▸ How to complete this task: Only the lines from the one containing "Annotation task. Transcribe" through the last line of the data are to be written out, exactly and in full.

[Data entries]
-- Opening Marker --

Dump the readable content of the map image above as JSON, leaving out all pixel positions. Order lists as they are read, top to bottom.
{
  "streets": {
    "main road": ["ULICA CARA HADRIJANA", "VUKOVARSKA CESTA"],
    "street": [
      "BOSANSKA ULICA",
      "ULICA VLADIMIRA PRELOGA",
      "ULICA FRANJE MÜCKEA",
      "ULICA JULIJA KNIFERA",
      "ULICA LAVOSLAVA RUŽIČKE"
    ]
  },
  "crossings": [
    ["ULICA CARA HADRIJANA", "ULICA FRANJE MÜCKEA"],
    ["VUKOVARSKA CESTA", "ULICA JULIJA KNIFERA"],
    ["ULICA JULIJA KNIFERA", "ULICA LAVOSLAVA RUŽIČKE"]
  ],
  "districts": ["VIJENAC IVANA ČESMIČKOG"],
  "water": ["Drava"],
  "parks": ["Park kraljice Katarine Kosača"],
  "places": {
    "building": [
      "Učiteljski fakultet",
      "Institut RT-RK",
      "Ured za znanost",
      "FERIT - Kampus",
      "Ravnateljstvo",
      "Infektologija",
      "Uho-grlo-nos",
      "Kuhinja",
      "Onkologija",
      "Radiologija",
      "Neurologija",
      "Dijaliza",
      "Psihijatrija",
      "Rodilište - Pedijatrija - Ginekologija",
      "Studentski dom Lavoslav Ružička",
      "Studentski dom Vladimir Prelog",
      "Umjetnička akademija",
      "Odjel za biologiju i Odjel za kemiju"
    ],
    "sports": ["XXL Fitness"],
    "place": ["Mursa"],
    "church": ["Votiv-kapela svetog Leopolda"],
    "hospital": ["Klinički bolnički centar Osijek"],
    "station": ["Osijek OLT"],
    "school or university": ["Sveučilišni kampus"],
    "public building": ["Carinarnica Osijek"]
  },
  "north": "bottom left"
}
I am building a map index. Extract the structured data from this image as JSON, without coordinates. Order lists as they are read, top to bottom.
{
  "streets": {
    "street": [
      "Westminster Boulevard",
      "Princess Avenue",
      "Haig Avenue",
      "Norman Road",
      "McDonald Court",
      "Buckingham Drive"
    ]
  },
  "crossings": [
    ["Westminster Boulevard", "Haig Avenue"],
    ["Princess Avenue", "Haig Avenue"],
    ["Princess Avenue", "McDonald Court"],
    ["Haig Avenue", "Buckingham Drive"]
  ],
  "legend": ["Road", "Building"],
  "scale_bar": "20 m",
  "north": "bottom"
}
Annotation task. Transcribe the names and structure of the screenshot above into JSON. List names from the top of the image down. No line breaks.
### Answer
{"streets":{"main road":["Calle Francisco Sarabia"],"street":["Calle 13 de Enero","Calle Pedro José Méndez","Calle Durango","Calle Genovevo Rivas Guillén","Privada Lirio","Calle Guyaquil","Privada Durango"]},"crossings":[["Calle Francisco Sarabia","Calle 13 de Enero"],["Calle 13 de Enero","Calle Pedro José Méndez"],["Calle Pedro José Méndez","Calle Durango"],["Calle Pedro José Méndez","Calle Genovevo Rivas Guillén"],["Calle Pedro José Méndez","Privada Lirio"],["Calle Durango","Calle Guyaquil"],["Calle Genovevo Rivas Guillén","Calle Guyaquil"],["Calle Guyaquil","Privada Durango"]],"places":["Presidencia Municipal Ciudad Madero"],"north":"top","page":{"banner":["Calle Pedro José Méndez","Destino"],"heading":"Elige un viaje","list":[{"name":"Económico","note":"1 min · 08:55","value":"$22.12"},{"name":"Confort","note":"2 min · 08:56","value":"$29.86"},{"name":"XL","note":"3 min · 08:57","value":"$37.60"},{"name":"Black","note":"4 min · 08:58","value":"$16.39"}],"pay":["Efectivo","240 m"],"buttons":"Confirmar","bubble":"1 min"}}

-- Closing Marker --

▸ Task answer:
Annotation task. Transcribe the names and structure of the screenshot above into JSON. List names from the top of the image down. No line breaks.
### Answer
{"streets":{"main road":["Calle Francisco Sarabia"],"street":["Calle 13 de Enero","Calle Pedro José Méndez","Calle Durango","Calle Genovevo Rivas Guillén","Privada Lirio","Calle Guyaquil","Privada Durango"]},"crossings":[["Calle Francisco Sarabia","Calle 13 de Enero"],["Calle 13 de Enero","Calle Pedro José Méndez"],["Calle Pedro José Méndez","Calle Durango"],["Calle Pedro José Méndez","Calle Genovevo Rivas Guillén"],["Calle Pedro José Méndez","Privada Lirio"],["Calle Durango","Calle Guyaquil"],["Calle Genovevo Rivas Guillén","Calle Guyaquil"],["Calle Guyaquil","Privada Durango"]],"places":["Presidencia Municipal Ciudad Madero"],"north":"top","page":{"banner":["Calle Pedro José Méndez","Destino"],"heading":"Elige un viaje","list":[{"name":"Económico","note":"1 min · 08:55","value":"$22.12"},{"name":"Confort","note":"2 min · 08:56","value":"$29.86"},{"name":"XL","note":"3 min · 08:57","value":"$37.60"},{"name":"Black","note":"4 min · 08:58","value":"$16.39"}],"pay":["Efectivo","240 m"],"buttons":"Confirmar","bubble":"1 min"}}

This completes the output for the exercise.